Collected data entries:
-=-=-
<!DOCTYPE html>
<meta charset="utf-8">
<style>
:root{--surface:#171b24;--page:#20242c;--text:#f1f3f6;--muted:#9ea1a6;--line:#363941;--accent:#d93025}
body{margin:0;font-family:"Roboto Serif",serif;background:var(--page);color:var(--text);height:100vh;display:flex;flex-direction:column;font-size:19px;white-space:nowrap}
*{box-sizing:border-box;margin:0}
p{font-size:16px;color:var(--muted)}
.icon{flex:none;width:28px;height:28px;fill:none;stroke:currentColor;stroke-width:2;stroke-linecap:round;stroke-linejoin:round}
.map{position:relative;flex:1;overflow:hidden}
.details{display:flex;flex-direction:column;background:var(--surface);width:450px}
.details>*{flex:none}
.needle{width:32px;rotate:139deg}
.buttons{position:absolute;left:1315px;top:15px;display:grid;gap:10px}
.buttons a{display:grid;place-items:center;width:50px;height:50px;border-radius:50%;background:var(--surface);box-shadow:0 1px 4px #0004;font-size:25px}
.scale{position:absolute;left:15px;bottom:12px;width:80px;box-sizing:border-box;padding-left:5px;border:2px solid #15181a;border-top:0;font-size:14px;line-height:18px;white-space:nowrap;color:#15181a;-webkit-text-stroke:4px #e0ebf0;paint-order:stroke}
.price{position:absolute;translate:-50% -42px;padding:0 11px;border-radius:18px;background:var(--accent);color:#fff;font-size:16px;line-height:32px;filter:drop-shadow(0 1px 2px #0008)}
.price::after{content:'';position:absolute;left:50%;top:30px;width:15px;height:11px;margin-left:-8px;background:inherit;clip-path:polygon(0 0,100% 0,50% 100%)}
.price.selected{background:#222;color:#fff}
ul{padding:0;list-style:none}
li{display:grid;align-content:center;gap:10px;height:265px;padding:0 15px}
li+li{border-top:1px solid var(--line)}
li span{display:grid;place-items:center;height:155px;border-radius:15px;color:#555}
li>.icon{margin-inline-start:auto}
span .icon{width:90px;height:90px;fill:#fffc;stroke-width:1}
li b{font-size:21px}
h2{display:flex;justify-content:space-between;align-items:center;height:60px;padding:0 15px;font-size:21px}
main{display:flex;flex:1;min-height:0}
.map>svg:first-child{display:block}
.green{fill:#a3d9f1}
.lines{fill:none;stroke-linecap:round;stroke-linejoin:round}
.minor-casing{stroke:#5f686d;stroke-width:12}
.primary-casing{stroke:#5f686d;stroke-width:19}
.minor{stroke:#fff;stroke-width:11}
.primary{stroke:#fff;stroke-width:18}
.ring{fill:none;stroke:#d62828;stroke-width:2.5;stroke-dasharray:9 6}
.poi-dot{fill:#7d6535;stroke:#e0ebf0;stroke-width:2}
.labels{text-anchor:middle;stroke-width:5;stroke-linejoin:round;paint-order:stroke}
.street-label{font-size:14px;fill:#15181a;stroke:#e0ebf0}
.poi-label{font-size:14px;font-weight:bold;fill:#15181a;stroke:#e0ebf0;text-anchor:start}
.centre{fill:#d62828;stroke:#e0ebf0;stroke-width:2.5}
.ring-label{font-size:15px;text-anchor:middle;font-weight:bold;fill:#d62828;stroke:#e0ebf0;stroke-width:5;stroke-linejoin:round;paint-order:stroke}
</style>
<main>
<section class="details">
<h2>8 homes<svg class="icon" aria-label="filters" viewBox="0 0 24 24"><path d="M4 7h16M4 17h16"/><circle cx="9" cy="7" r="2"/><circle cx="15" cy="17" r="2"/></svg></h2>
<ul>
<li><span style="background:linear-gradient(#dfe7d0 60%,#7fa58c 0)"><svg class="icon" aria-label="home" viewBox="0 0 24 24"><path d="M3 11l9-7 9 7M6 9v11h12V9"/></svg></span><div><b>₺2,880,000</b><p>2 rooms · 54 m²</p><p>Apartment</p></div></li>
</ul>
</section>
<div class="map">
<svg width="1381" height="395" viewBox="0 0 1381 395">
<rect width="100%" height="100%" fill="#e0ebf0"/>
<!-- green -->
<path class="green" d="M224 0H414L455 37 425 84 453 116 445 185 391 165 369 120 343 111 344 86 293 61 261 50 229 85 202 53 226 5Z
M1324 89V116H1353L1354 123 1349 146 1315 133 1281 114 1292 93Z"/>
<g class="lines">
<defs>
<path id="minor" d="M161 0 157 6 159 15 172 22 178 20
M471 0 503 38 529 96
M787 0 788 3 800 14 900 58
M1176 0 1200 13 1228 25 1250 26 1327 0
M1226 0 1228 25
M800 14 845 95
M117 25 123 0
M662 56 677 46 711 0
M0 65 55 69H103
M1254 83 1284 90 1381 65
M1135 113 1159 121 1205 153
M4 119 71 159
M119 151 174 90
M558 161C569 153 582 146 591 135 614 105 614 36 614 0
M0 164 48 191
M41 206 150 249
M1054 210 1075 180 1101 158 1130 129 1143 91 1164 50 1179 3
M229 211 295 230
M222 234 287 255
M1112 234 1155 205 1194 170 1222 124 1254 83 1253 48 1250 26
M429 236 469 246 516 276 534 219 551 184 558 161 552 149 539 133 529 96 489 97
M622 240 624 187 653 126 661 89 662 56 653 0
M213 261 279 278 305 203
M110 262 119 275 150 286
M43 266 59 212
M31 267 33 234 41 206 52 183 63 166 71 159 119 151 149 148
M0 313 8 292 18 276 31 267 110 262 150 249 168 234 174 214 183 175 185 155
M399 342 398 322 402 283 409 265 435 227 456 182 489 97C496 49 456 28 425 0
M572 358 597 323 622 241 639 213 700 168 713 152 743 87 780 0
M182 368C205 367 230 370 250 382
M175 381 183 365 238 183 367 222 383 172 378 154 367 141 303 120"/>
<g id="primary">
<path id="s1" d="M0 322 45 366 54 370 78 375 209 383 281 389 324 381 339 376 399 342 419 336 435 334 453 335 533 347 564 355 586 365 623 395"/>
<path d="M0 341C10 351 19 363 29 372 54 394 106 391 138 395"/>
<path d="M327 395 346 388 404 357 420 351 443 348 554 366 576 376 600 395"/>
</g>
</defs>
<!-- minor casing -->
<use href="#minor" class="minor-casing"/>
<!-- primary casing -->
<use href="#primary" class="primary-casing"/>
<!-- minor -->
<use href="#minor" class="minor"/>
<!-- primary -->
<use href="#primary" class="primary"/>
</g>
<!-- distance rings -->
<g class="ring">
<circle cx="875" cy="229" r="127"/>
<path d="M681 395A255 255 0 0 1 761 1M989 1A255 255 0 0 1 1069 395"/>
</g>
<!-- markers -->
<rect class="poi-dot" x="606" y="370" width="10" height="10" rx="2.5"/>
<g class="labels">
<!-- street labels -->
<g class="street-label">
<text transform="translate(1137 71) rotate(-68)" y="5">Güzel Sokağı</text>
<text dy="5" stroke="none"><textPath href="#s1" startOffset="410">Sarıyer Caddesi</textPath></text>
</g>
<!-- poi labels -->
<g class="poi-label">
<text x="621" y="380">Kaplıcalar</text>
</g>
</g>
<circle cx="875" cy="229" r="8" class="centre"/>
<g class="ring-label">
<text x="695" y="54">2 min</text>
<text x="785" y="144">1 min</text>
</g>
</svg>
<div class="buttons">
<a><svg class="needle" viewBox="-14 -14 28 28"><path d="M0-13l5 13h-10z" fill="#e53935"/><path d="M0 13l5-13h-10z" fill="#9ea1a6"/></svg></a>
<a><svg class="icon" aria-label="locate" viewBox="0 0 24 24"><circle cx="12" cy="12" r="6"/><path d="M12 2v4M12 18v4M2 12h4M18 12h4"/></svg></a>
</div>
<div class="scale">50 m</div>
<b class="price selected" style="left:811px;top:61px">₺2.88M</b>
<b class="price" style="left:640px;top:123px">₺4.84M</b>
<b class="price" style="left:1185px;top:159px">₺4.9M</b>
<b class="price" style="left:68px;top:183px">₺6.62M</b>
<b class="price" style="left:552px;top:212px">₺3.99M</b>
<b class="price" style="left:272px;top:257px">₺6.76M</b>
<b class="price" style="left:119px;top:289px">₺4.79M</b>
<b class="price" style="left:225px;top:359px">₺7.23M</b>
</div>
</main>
-=-=-
EXERCISE OBJECTIVE :: Which lines hold the word "left"? Copy each of them from the records.

OUTPUT OF THE TASK ::
.buttons{position:absolute;left:1315px;top:15px;display:grid;gap:10px}
.scale{position:absolute;left:15px;bottom:12px;width:80px;box-sizing:border-box;padding-left:5px;border:2px solid #15181a;border-top:0;font-size:14px;line-height:18px;white-space:nowrap;color:#15181a;-webkit-text-stroke:4px #e0ebf0;paint-order:stroke}
.price::after{content:'';position:absolute;left:50%;top:30px;width:15px;height:11px;margin-left:-8px;background:inherit;clip-path:polygon(0 0,100% 0,50% 100%)}
<b class="price selected" style="left:811px;top:61px">₺2.88M</b>
<b class="price" style="left:640px;top:123px">₺4.84M</b>
<b class="price" style="left:1185px;top:159px">₺4.9M</b>
<b class="price" style="left:68px;top:183px">₺6.62M</b>
<b class="price" style="left:552px;top:212px">₺3.99M</b>
<b class="price" style="left:272px;top:257px">₺6.76M</b>
<b class="price" style="left:119px;top:289px">₺4.79M</b>
<b class="price" style="left:225px;top:359px">₺7.23M</b>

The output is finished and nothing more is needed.